A 2D matrix is a lower triangular matrix if all the elements in above the main diagonal are zero.
Given the matrix as $A[-6..................+8 , -6..........+8 ]$ which looks like
So here we have to calculate the number elements crossed from starting to reach at $A[4,2]$, we are assuming elements are stored in row major order.
To reach $A[4,2]$, let us calculate how many rows are completely filled above the desired element which is 10 rows and in each successive row elements increased by 1. So till 10 rows we can say sum of 10 natural numbers is the number of elements till 10th row which is $\frac{10*11}{2}$=55 elements.

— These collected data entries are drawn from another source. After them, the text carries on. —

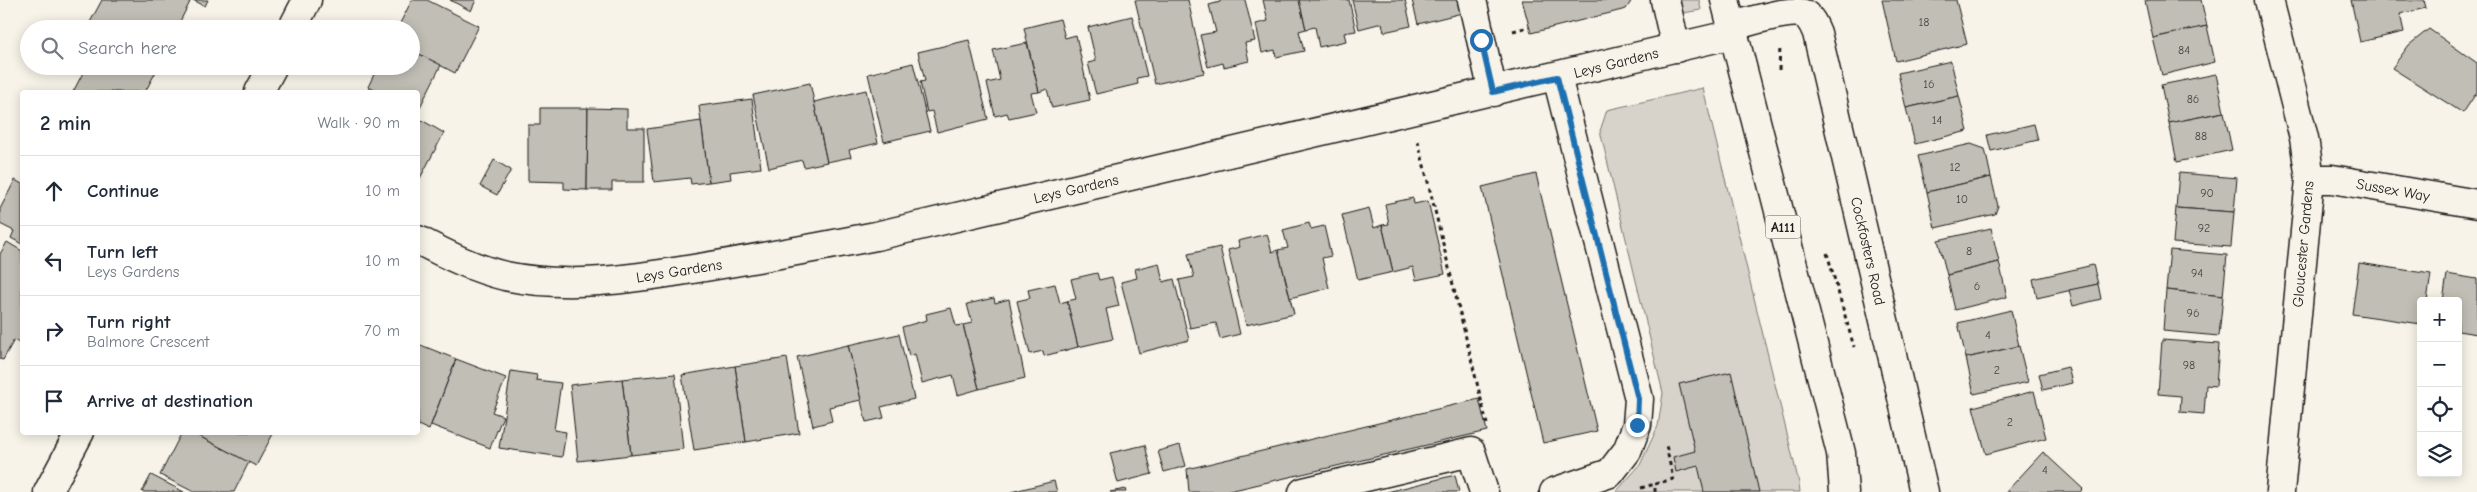 <!DOCTYPE html>
<meta charset="utf-8">
<style>
body{margin:0;font-family:"Comic Neue",sans-serif;background:#f2f2f3;color:#1f2937}
.controls{position:absolute;right:15px;bottom:15px;display:grid;overflow:hidden;border-radius:5px;box-shadow:0 2px 12px #0003}
.controls button{width:45px;height:45px;display:grid;place-items:center;padding:0;border:0;border-bottom:1px solid #e0e1e3;background:#fff;color:#1f2937;font:25px sans-serif}
.stop{position:absolute;width:15px;height:15px;margin:-11px;border:4px solid #1f6fb2;border-radius:50%;background:#fff}
.stop.end{background:#1f6fb2;border-color:#fff;box-shadow:0 1px 5px #0008}
.list{margin:0;padding:0;list-style:none}
h2{display:flex;justify-content:space-between;align-items:center;height:65px;margin:0;padding:0 20px;font-size:21px}
h2 small{font-size:16px;font-weight:400;color:#747a83}
.list li{display:grid;grid-template-columns:32px 1fr auto;gap:15px;align-items:center;box-sizing:border-box;height:70px;padding:0 20px;border-top:1px solid #e0e1e3}
.list b{display:block;font-size:19px;white-space:nowrap}
.list p{margin:0;font-size:16px;white-space:nowrap;color:#747a83}
.list em{font-size:16px;font-style:normal;color:#747a83}
.icon{flex:none;width:28px;height:28px;fill:none;stroke:currentColor;stroke-width:2;stroke-linecap:round;stroke-linejoin:round}
.map{position:relative;flex:none;width:2477px;height:492px;overflow:hidden}
.search{position:absolute;background:#fff;box-shadow:0 2px 12px #0003;left:20px;top:20px;width:400px;height:55px;display:flex;align-items:center;gap:12px;box-sizing:border-box;padding:0 18px;border-radius:28px;color:#747a83;font-size:19px}
.panel{position:absolute;background:#fff;box-shadow:0 2px 12px #0003;left:20px;top:90px;width:400px;height:345px;border-radius:5px}
.map>svg:first-child{display:block}
.green{fill:#d7d3cb;stroke:#7a7874}
.building{fill:#c0beb5;stroke:#1c1c1c}
.lines{fill:none;stroke-linecap:round;stroke-linejoin:round}
.minor-casing{stroke:#1c1c1c;stroke-width:31}
.major-casing{stroke:#1c1c1c;stroke-width:31}
.path{stroke:#1c1c1c;stroke-width:3;stroke-dasharray:4 4;stroke-linecap:butt}
.minor{stroke:#f7f3e8;stroke-width:28}
.major{stroke:#f7f3e8;stroke-width:28}
.route{stroke:#1f6fb2;stroke-width:6}
.labels{text-anchor:middle;stroke-width:4;stroke-linejoin:round;paint-order:stroke}
.number-label{font-size:12px;fill:#454442}
.shield{fill:#f7f3e8;stroke:#5e5c59;stroke-width:1}
.shield-label{font-size:14px;font-weight:bold;fill:#1c1c1c}
.street-label{font-size:15px;fill:#1c1c1c;stroke:#f7f3e8}
</style>
<div class="map">
<svg width="2477" height="492" viewBox="0 0 2477 492">
<rect width="100%" height="100%" fill="#f7f3e8"/>
<filter id="ink" filterUnits="userSpaceOnUse"><feTurbulence type="fractalNoise" baseFrequency=".02" numOctaves="2"/><feDisplacementMap in="SourceGraphic" scale="10" xChannelSelector="R" yChannelSelector="G"/><feConvolveMatrix kernelMatrix="1 2 1 2 8 2 1 2 1" color-interpolation-filters="sRGB"/></filter>
<g filter="url(#ink)">
<g class="green">
<polygon points="1680,0 1699,0 1701,10 1683,13"/>
<polygon points="1703,88 1799,483 1800,492 1616,492 1640,465 1658,426 1663,393 1600,131 1607,110"/>
</g>
<g class="building">
<polygon points="102,0 185,0 190,2 176,29 98,29 89,24"/>
<polygon points="193,0 208,0 205,6"/>
<polygon points="412,0 427,0 479,26 455,73 411,50 411,29 397,29"/>
<polygon points="450,0 476,0 471,11"/>
<polygon points="1135,0 1188,0 1204,73 1155,84"/>
<polygon points="1220,0 1245,0 1255,41 1245,43 1249,61 1224,67 1223,63 1208,67 1200,35 1216,32 1209,5 1220,2"/>
<polygon points="1263,0 1299,0 1306,29 1299,31 1304,51 1276,57 1275,50 1262,53 1256,24 1268,21"/>
<polygon points="1299,0 1349,0 1356,31 1344,33 1346,41 1319,47 1315,27 1306,29"/>
<polygon points="1352,0 1405,0 1411,26 1384,32 1382,23 1359,29"/>
<polygon points="1412,0 1459,0 1462,13 1418,24"/>
<polygon points="1522,0 1632,0 1626,9 1531,33"/>
<polygon points="1882,0 1956,0 1967,44 1896,61"/>
<polygon points="2150,0 2201,0 2207,26 2153,38 2145,1"/>
<polygon points="2351,0 2424,0 2426,8 2400,14 2404,32 2360,42"/>
<polygon points="1132,16 1147,76 1137,78 1138,84 1096,94 1088,63 1096,61 1088,27"/>
<polygon points="1060,19 1065,38 1076,35 1090,100 1052,108 1047,89 1039,92 1024,28"/>
<polygon points="2207,26 2215,62 2162,75 2153,38"/>
<polygon points="2429,29 2477,63 2477,92 2463,113 2392,68 2409,45"/>
<polygon points="969,40 988,119 937,132 932,111 927,112 920,82 925,81 918,52"/>
<polygon points="1027,43 1039,92 1031,93 1036,112 1009,118 1007,113 995,116 987,83 1000,80 993,50"/>
<polygon points="411,50 441,65 418,111 418,92 379,92 368,87 378,66 411,66"/>
<polygon points="1951,61 1959,96 1906,108 1898,73"/>
<polygon points="913,63 930,131 884,142 868,74"/>
<polygon points="85,66 159,66 145,92 73,92 86,67"/>
<polygon points="2216,74 2224,112 2169,123 2161,85"/>
<polygon points="810,83 827,162 804,167 802,160 769,168 753,95"/>
<polygon points="866,90 878,143 849,150 851,157 827,162 814,102"/>
<polygon points="1959,96 1968,131 1915,144 1906,108"/>
<polygon points="752,99 761,168 730,172 731,179 709,182 699,106"/>
<polygon points="540,108 588,108 587,190 564,189 564,182 528,181 528,125 540,125"/>
<polygon points="588,108 627,109 627,128 644,128 644,182 612,182 612,190 587,190"/>
<polygon points="2224,112 2232,150 2177,162 2169,123"/>
<polygon points="418,118 444,133 418,182"/>
<polygon points="701,121 709,182 691,184 690,178 654,182 647,129"/>
<polygon points="2034,124 2038,140 1991,151 1987,135"/>
<polygon points="1971,144 1985,149 1991,177 1927,192 1918,156"/>
<polygon points="494,160 511,170 497,195 480,186"/>
<polygon points="2179,173 2237,178 2234,212 2176,208"/>
<polygon points="1536,174 1597,431 1543,443 1482,187"/>
<polygon points="1991,177 1998,206 1995,214 1935,228 1927,192"/>
<polygon points="15,180 22,184 22,244 11,238 14,231 0,224 0,209"/>
<polygon points="1413,198 1414,204 1428,201 1445,274 1416,280 1413,267 1393,272 1382,225 1389,224 1385,204"/>
<polygon points="1369,208 1374,228 1382,225 1393,272 1358,280 1342,215"/>
<polygon points="2176,208 2234,212 2231,247 2173,243"/>
<polygon points="1309,223 1311,229 1324,226 1331,256 1322,258 1329,288 1290,298 1278,250 1288,248 1283,230"/>
<polygon points="1991,228 1999,262 1947,275 1938,240"/>
<polygon points="1267,234 1272,252 1278,250 1294,314 1246,325 1228,250 1240,247 1238,241"/>
<polygon points="7,242 22,251 22,345 14,340 3,360 0,359 0,254"/>
<polygon points="1220,247 1240,334 1220,339 1216,323 1190,328 1179,280 1194,277 1188,254"/>
<polygon points="2170,250 2227,255 2223,296 2166,290"/>
<polygon points="1999,262 2007,297 1955,310 1947,275"/>
<polygon points="1159,263 1163,282 1174,279 1189,340 1139,353 1121,282 1137,278 1135,269"/>
<polygon points="2359,263 2431,274 2427,301 2421,301 2421,324 2352,314"/>
<polygon points="2093,265 2098,284 2037,298 2033,279"/>
<polygon points="1097,273 1099,280 1112,277 1119,306 1106,309 1113,339 1078,347 1067,301 1076,299 1071,279"/>
<polygon points="2447,274 2477,279 2477,334 2458,331 2458,301 2443,301"/>
<polygon points="1055,284 1060,303 1067,301 1078,347 1044,356 1043,351 1030,354 1017,301 1030,298 1028,290"/>
<polygon points="2098,284 2101,299 2073,306 2069,290"/>
<polygon points="2166,290 2223,296 2219,336 2163,331"/>
<polygon points="994,298 995,303 1009,299 1025,378 979,389 963,325 972,323 967,304"/>
<polygon points="951,308 956,326 963,325 979,389 958,395 953,375 922,383 915,354 909,356 902,327 927,320 926,314"/>
<polygon points="2011,310 2019,346 1966,358 1958,323"/>
<polygon points="899,334 914,399 881,407 884,418 866,422 848,345"/>
<polygon points="2162,340 2219,344 2216,386 2206,385 2204,414 2180,412 2181,396 2158,394"/>
<polygon points="418,344 456,359 429,430 418,425"/>
<polygon points="848,345 861,400 829,407 832,421 813,426 797,357"/>
<polygon points="2019,346 2028,382 1974,394 1966,358"/>
<polygon points="787,358 799,433 746,442 735,366"/>
<polygon points="456,359 506,378 492,412 503,416 490,448 431,425"/>
<polygon points="735,366 746,442 694,450 682,375"/>
<polygon points="2068,367 2072,383 2043,390 2039,374"/>
<polygon points="511,371 537,375 536,380 561,383 554,430 566,432 562,457 499,448"/>
<polygon points="1731,372 1759,492 1704,492 1698,466 1676,472 1673,457 1695,451 1679,384"/>
<polygon points="675,374 683,449 631,455 622,379"/>
<polygon points="622,379 631,455 578,461 570,385"/>
<polygon points="2034,391 2046,438 1986,454 1973,407"/>
<polygon points="1479,399 1487,431 1225,492 1189,492 1187,469"/>
<polygon points="182,432 191,432 249,462 234,492 194,492 160,475"/>
<polygon points="191,432 274,432 256,466"/>
<polygon points="1145,445 1152,474 1118,483 1110,453"/>
<polygon points="1180,445 1186,466 1164,472 1158,451"/>
<polygon points="2043,452 2083,489 2080,492 2006,492"/>
<polygon points="151,475 184,492 142,492"/>
<polygon points="1455,475 1459,492 1387,492"/>
<polygon points="1054,481 1057,492 1011,492"/>
<polygon points="1125,489 1126,492 1110,492"/>
</g>
<g class="lines">
<g class="minor-casing">
<g id="minor">
<polyline points="1472,0 1493,92"/>
<polyline points="1665,0 1676,48"/>
<polyline points="2269,0 2304,138 2310,179 2280,492"/>
<path d="M1731,26C1747,23 1789,8 1804,14C1811,18 1814,26 1817,33L1924,492"/>
<polyline points="292,29 307,0"/>
<polyline points="259,92 273,66"/>
<polyline points="2310,179 2332,179 2477,204"/>
<path d="M418,240C445,254 475,269 505,276C567,289 631,279 693,269C754,259 815,248 876,236L1733,34"/>
<polyline points="48,492 80,432"/>
<polyline points="1303,492 1471,452 1484,492"/>
<polyline points="1554,492 1610,473 1627,451 1637,425 1639,399 1557,77"/>
</g>
</g>
<g class="major-casing">
<polyline id="major" points="1725,0 1841,453 1844,492"/>
</g>
<g class="path">
<polyline points="1513,31 1529,27"/>
<polyline points="1779,70 1780,47"/>
<polyline points="1418,141 1487,424"/>
<polyline points="1827,253 1854,347"/>
<polyline points="1641,488 1655,484"/>
<polyline points="1655,492 1655,484 1673,479 1666,445"/>
</g>
<use href="#minor" class="minor"/>
<use href="#major" class="major"/>
</g>
</g>
<g class="lines" filter="url(#ink)">
<polyline class="route" points="1481,40 1493,92 1557,77 1638,399 1637,425"/>
</g>
<g class="labels">
<g class="number-label">
<text x="1924" y="26">18</text>
<text x="2184" y="54">84</text>
<text x="1929" y="88">16</text>
<text x="2193" y="103">86</text>
<text x="1937" y="124">14</text>
<text x="2201" y="140">88</text>
<text x="1955" y="171">12</text>
<text x="2207" y="197">90</text>
<text x="1962" y="203">10</text>
<text x="2204" y="232">92</text>
<text x="1969" y="255">8</text>
<text x="2197" y="277">94</text>
<text x="1977" y="290">6</text>
<text x="2193" y="317">96</text>
<text x="1988" y="339">4</text>
<text x="2189" y="369">98</text>
<text x="1997" y="374">2</text>
<text x="2010" y="426">2</text>
<text x="2045" y="474">4</text>
</g>
<rect class="shield" x="1765.5" y="215.5" width="35" height="23" rx="4"/>
<g class="shield-label">
<text x="1783" y="232">A111</text>
</g>
<g class="street-label">
<text transform="translate(1616 63) rotate(-14)" y="5">Leys Gardens</text>
<text transform="translate(1076 189) rotate(-13)" y="5">Leys Gardens</text>
<text transform="translate(2393 190) rotate(10)" y="5">Sussex Way</text>
<text transform="translate(2303 244) rotate(-85)" y="5">Gloucester Gardens</text>
<text transform="translate(1868 251) rotate(77)" y="5">Cockfosters Road</text>
<text transform="translate(679 271) rotate(-9)" y="5">Leys Gardens</text>
</g>
</g>
</svg>
<div class="controls">
<button>+</button>
<button>−</button>
<button><svg class="icon" aria-label="locate" viewBox="0 0 24 24"><circle cx="12" cy="12" r="6"/><path d="M12 2v4M12 18v4M2 12h4M18 12h4"/></svg></button>
<button><svg class="icon" aria-label="layers" viewBox="0 0 24 24"><path d="M12 4l9 5-9 5-9-5zM3 14l9 5 9-5"/></svg></button>
</div>
<div class="stop" style="left:1481px;top:40px"></div>
<div class="stop end" style="left:1637px;top:425px"></div>
<div class="search"><svg class="icon" aria-label="search" viewBox="0 0 24 24"><circle cx="10" cy="10" r="6"/><path d="M15 15l6 6"/></svg>Search here</div>
<section class="panel">
<h2>2 min<small>Walk · 90 m</small></h2>
<ul class="list">
<li><svg class="icon" aria-label="ahead" viewBox="0 0 24 24"><path d="M12 20V5M6 11l6-6 6 6"/></svg><div><b>Continue</b></div><em>10 m</em></li>
<li><svg class="icon" aria-label="left" viewBox="0 0 24 24"><path d="M17 20v-9H6M10 6l-5 5 5 5"/></svg><div><b>Turn left</b><p>Leys Gardens</p></div><em>10 m</em></li>
<li><svg class="icon" aria-label="right" viewBox="0 0 24 24"><path d="M7 20v-9h11M14 6l5 5-5 5"/></svg><div><b>Turn right</b><p>Balmore Crescent</p></div><em>70 m</em></li>
<li><svg class="icon" aria-label="arrive" viewBox="0 0 24 24"><path d="M6 21V4h12l-3 4 3 4H6"/></svg><div><b>Arrive at destination</b></div></li>
</ul>
</section>
</div>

Element $A[4,2]$ is in 11th row, till now we have calculated 55 elements and now in 11th row number of elements before it are $2-(-6)$ =8 elements.
Finally we have to cross $55+8=63$ elements to reach $A[4,2]$.
Hence 63 is the correct answer
If we want to find the address of an element $A[i,j]$ in lower triangular matrix $A[lb_{1}.........ub_{1}][lb_{2}.........ub_{2}]$ stored in row major order it is calculated as
$Add(A[i,j])=Base \ address+[1+2+3+...sum \ of\ (i-lb_{1}) terms+(j-lb_{2})]*width$